I rushed at them, right hand and knife over my shoulder as if I were wielding a club, and both of them fell back an involuntary couple of paces, maybe because of the foolhardy recklessness of it, more likely because of the respectful fear which Orientals habitually show in the presence of madness. I brought the knife whistling forward over my shoulder and with the tinkling of glass from the smashed overhead light and the flick of my left thumb on the torch switch the cave became as pitch-black as the tomb it really was.
It was essential to move, and move as fast as possible before they realised that I had the double advantage of having a torch and being in the position to lash out indiscriminately with my knife in the hundred per cent certainty that I would be stabbing an enemy, whereas they had a fifty per cent chance of stabbing a friend. Reckless of the noise I made in that utterly silent chamber, I pulled away the occluding plaster on the face of the torch, slipped off my sandals, ran three heavy steps in the direction of the entrance, stopped abruptly and sent both sandals sliding along the ground to thud softly against the- wooden door.

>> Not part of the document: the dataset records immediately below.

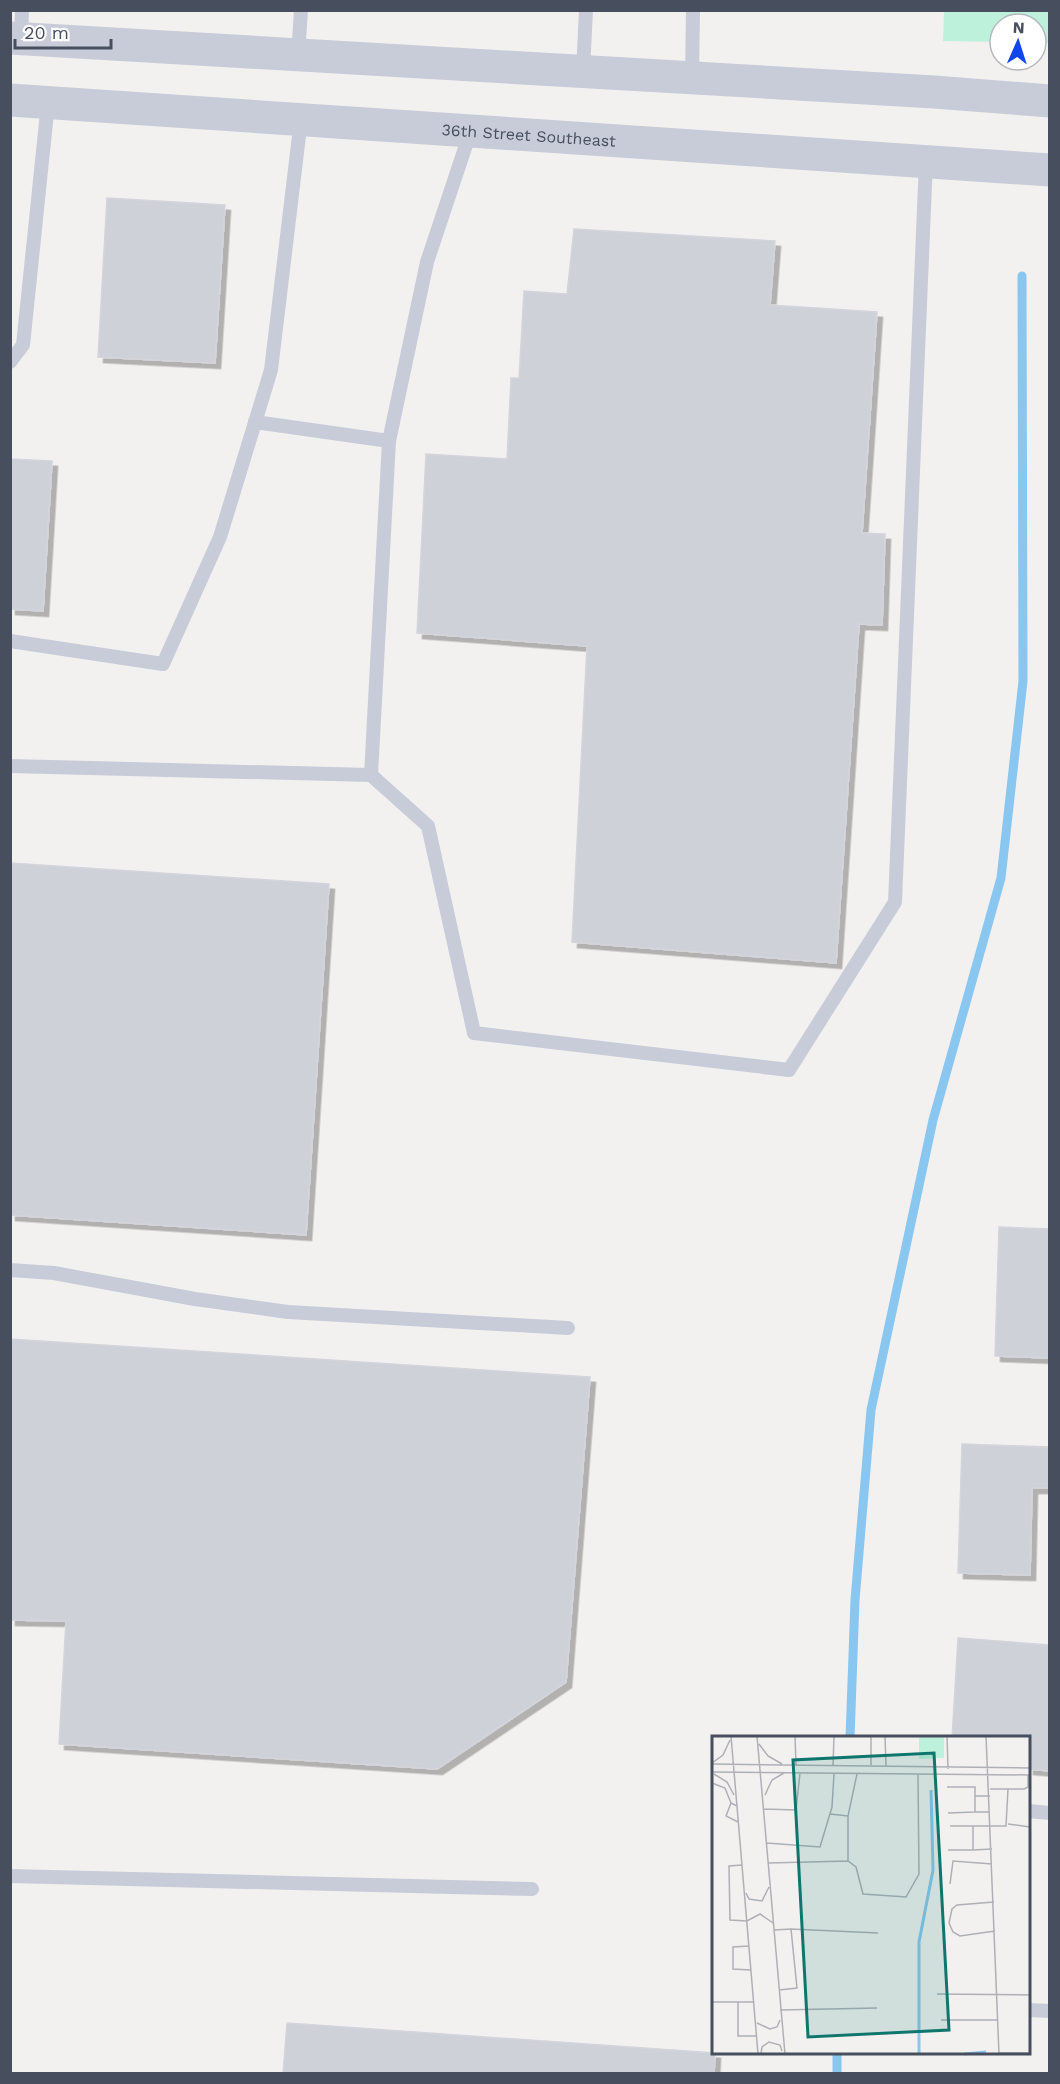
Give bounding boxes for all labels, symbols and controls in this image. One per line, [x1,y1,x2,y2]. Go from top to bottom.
scale bar [15,12,111,50]
north arrow [988,12,1048,72]
text: N [1012,18,1025,37]
text: 20 m [24,22,69,43]
street label: 36th Street Southeast [441,120,617,150]
inset map [712,1736,1030,2054]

Had they been given another ten seconds to take stock of their position, to work out the possibilities, probably the last thing they would have done would have been to rush headlong to the source of the sudden noise. As it was, they had been given barely five seconds altogether in which to think, and the immediate and inevitable reaction must have been that I was trying to escape. I heard the quick patter of bare feet, the sound of a brief scuffle, a soft thud and an explosive gasp of agony that was lost in the clatter of something metallic falling to the floor.